WHAT TO DO -
The expected answer is a single number, namely how many lines in the data below hold the word "Keep".

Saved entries

——

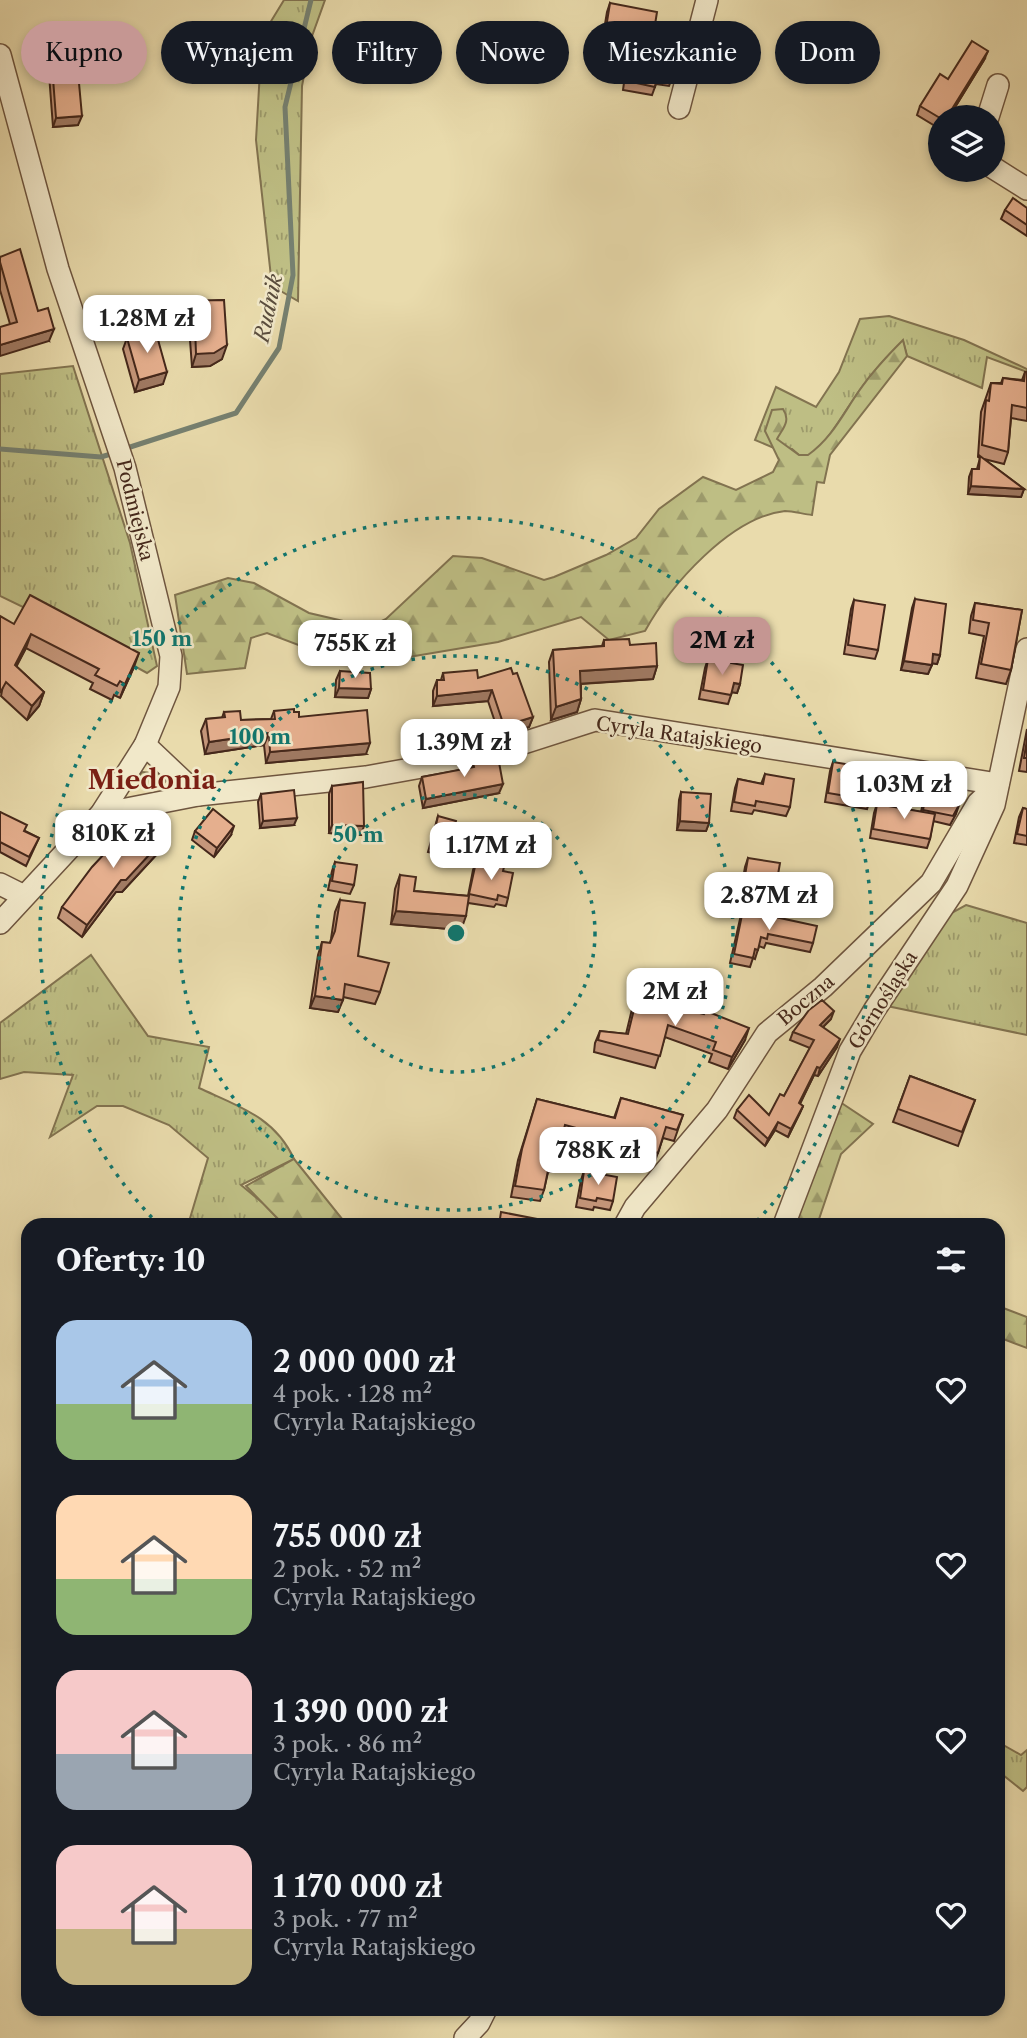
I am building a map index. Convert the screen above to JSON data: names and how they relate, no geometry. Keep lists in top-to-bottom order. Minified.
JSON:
{"streets":{"street":["Podmiejska","Cyryla Ratajskiego","Boczna","Górnośląska"]},"crossings":[["Podmiejska","Cyryla Ratajskiego"],["Cyryla Ratajskiego","Boczna"],["Cyryla Ratajskiego","Górnośląska"],["Boczna","Górnośląska"]],"districts":["Miedonia"],"water":["Rudnik"],"page":{"chip":["Kupno","Wynajem","Filtry","Nowe","Mieszkanie","Dom"],"price":["1.28M zł","2M zł","755K zł","1.39M zł","1.03M zł","810K zł","1.17M zł","2.87M zł","2M zł","788K zł"],"heading":"Oferty: 10","list":[{"name":"2 000 000 zł","note":"4 pok. · 128 m² · Cyryla Ratajskiego"},{"name":"755 000 zł","note":"2 pok. · 52 m² · Cyryla Ratajskiego"},{"name":"1 390 000 zł","note":"3 pok. · 86 m² · Cyryla Ratajskiego"},{"name":"1 170 000 zł","note":"3 pok. · 77 m² · Cyryla Ratajskiego"}]},"rings":["150 m","100 m","50 m"]}
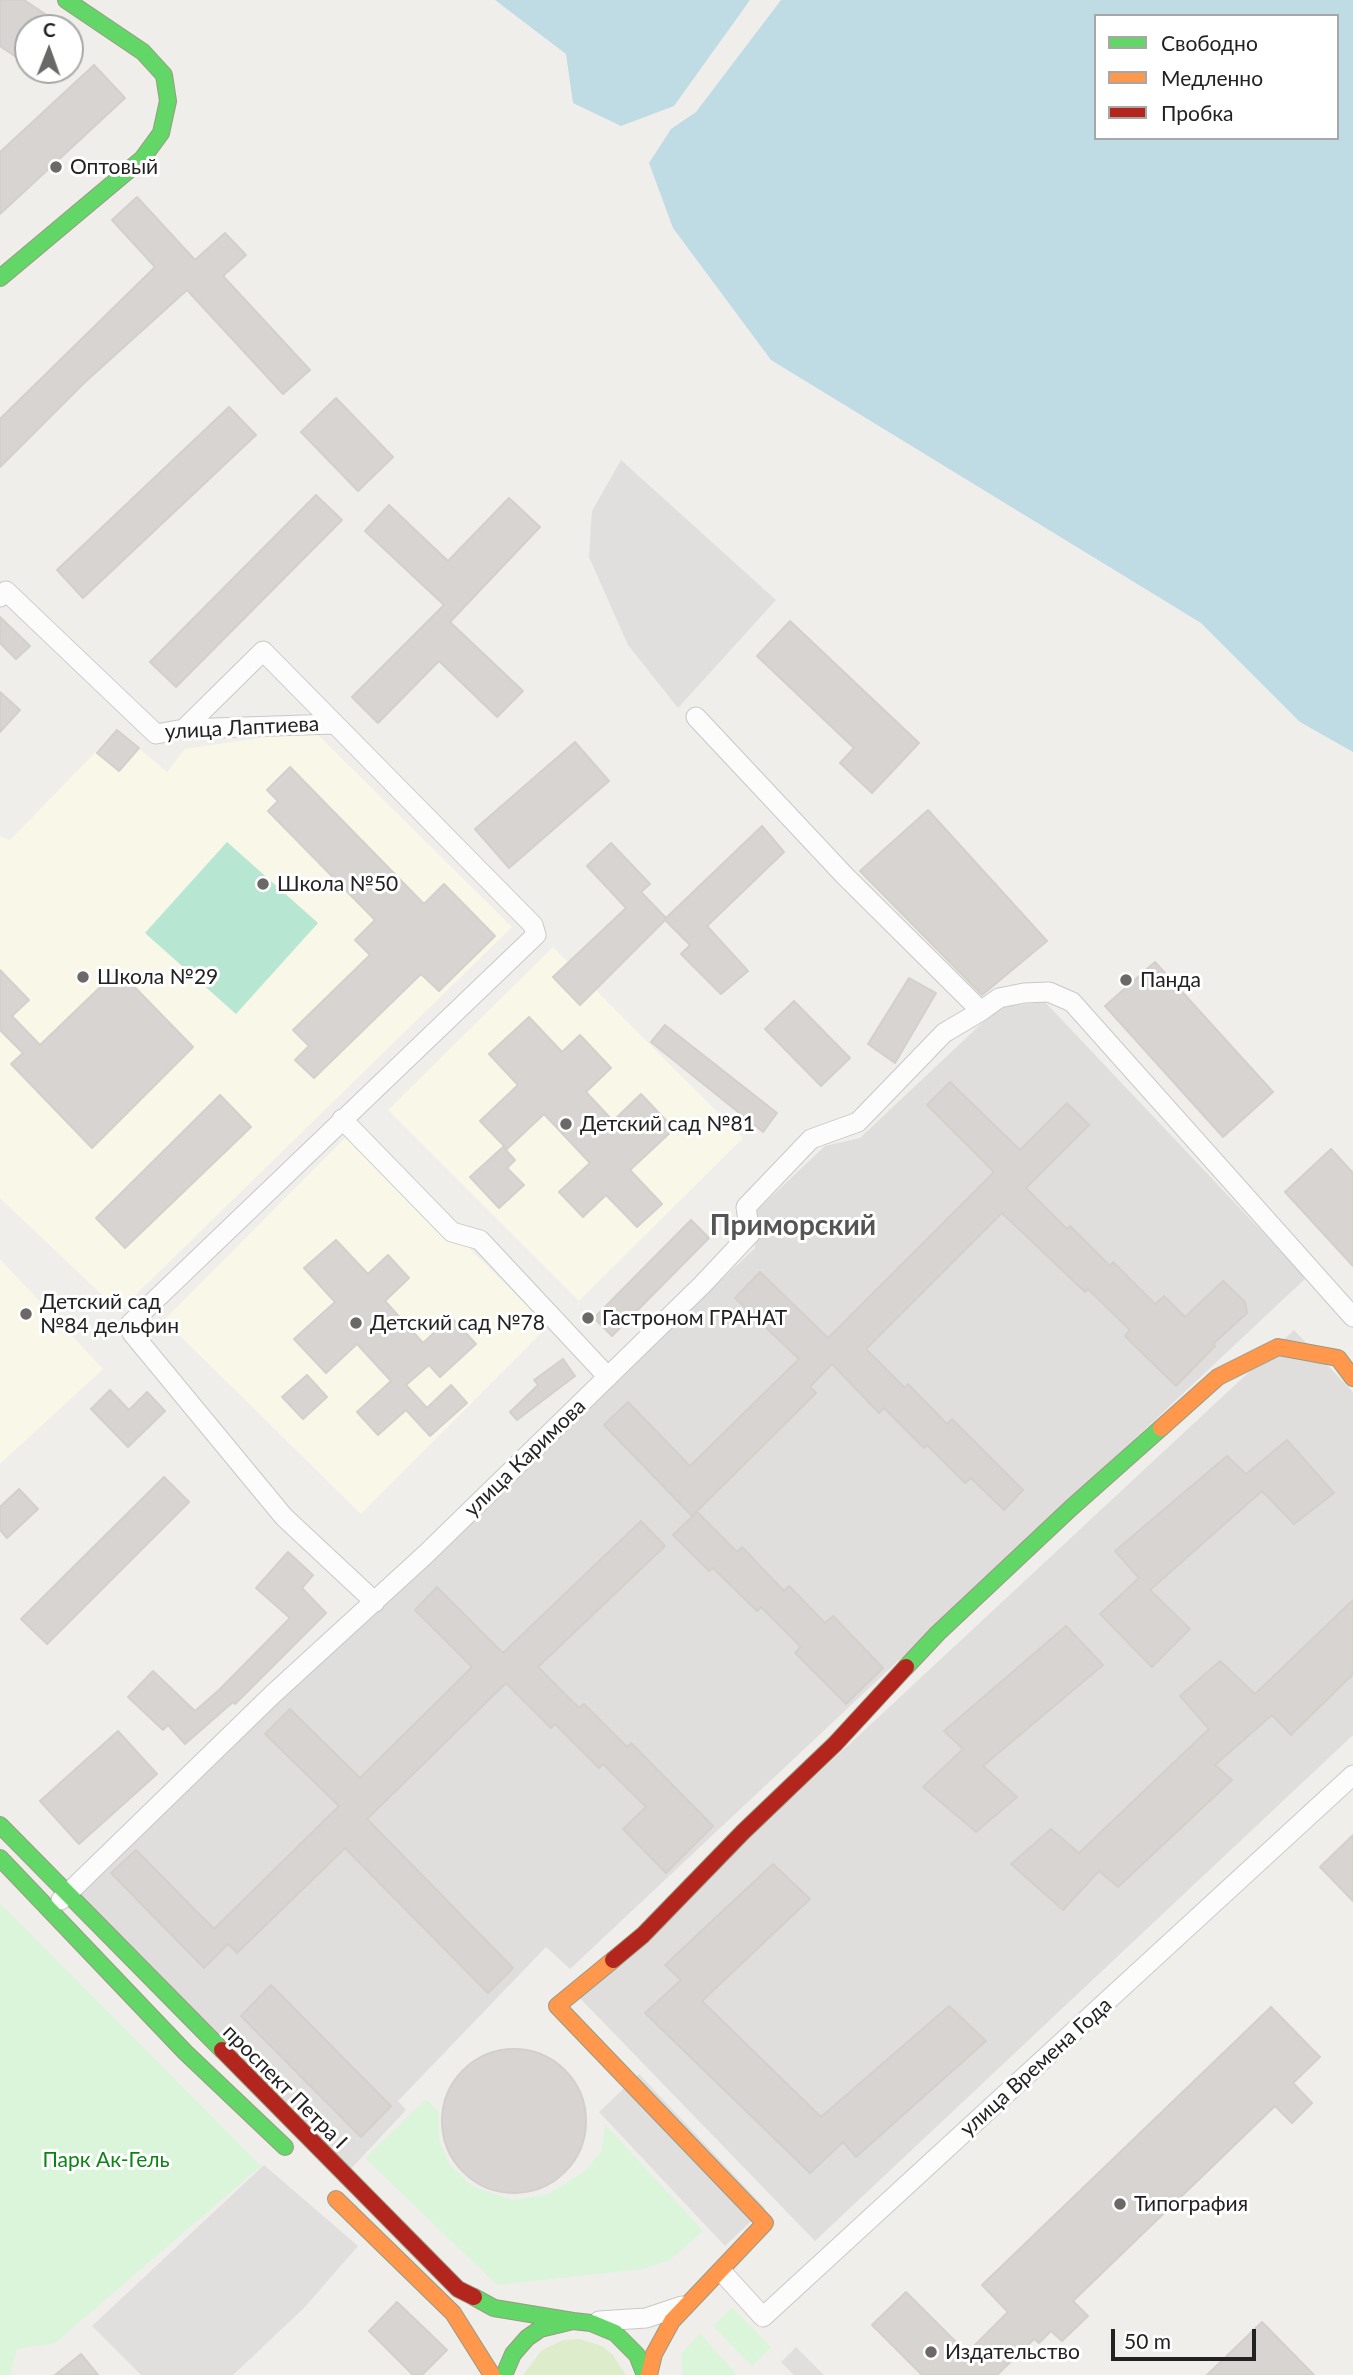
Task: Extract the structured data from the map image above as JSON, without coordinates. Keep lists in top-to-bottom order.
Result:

——

OUTPUT -
2